Thousands of New York City transit workers hit the picket lines on Tuesday morning, April 1, 1980, in the first City-wide transit strike in 15 years. The strike would last 11 tumultuous days.

New York City Mayor Ed Koch, who did more harm than good during the strike, lamented to the press: “The unthinkable has happened and now we have to figure out how to live with the unthinkable and we will.”

The man at the center of this watershed moment in TWU’s history was John Edward Lawe, a rugged Irish immigrant who had labored in a road repair crew and in Ireland’s peat bogs before arriving in America in 1949 at the age of 30.

Lawe, one of ten children to Luke and Kate Lawe from Strokestown, County Roscommon, Ireland, worked as an elevator operator in a Manhattan high-rise for one year before finding work as a Bus Cleaner for the old Fifth Avenue Coach Co. at the 132nd Street depot.

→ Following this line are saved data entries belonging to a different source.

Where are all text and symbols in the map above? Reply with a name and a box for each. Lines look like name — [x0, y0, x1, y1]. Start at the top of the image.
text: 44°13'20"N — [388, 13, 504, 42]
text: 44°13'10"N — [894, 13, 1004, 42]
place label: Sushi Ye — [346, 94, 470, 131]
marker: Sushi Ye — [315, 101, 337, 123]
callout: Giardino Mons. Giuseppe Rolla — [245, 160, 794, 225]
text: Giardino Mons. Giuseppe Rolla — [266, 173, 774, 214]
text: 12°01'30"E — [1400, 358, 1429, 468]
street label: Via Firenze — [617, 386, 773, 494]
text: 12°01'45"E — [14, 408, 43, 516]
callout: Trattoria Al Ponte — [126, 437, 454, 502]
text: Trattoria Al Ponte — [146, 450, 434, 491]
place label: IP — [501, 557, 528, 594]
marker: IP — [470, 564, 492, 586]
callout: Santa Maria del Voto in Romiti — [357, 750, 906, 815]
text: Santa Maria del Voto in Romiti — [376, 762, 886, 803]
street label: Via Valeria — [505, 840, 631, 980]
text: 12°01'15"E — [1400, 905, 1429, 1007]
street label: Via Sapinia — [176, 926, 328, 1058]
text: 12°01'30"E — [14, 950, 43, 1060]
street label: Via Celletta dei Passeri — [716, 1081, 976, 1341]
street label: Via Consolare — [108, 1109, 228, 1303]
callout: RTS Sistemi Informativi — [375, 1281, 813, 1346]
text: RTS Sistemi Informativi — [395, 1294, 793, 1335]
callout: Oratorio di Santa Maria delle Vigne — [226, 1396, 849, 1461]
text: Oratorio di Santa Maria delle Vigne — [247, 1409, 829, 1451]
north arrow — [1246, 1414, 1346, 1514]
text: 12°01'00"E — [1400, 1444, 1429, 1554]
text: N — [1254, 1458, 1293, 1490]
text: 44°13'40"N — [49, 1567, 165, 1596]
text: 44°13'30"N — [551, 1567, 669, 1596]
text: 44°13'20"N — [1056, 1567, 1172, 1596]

He became active in the union as a Shop Steward.  During the 29-day bus strike in 1953, he served as a picket captain for maintenance.  Later that year, Lawe switched to transportation and quickly rose up the union ladder.  He was elected Transportation Section Chair in 1955 and then Chair for all of Fifth Ave. Coach Transportation.  After the historic 1962 bus strike that led to the creation of MABSTOA, Lawe was elected Division 1 Recording Secretary immediately, and then Division 1 Chair in 1964.

Lawe served on the negotiating committee during the union’s first citywide transit strike in 1966.  In 1968, he was elected Division 1 Vice President.  Then in 1977, Lawe succeeded Ellis Van Riper as President of Local 100.

The decade of the 70’s was a turbulent financial period for New York City, which in 1975 teetered on the edge of bankruptcy.  Who from that generation can forget the famous October 30, 1975 front page of the New York Daily News that blared “Ford to City: Drop Dead.”  President Ford, the day before, had vowed to veto any Congressional bailout for the City.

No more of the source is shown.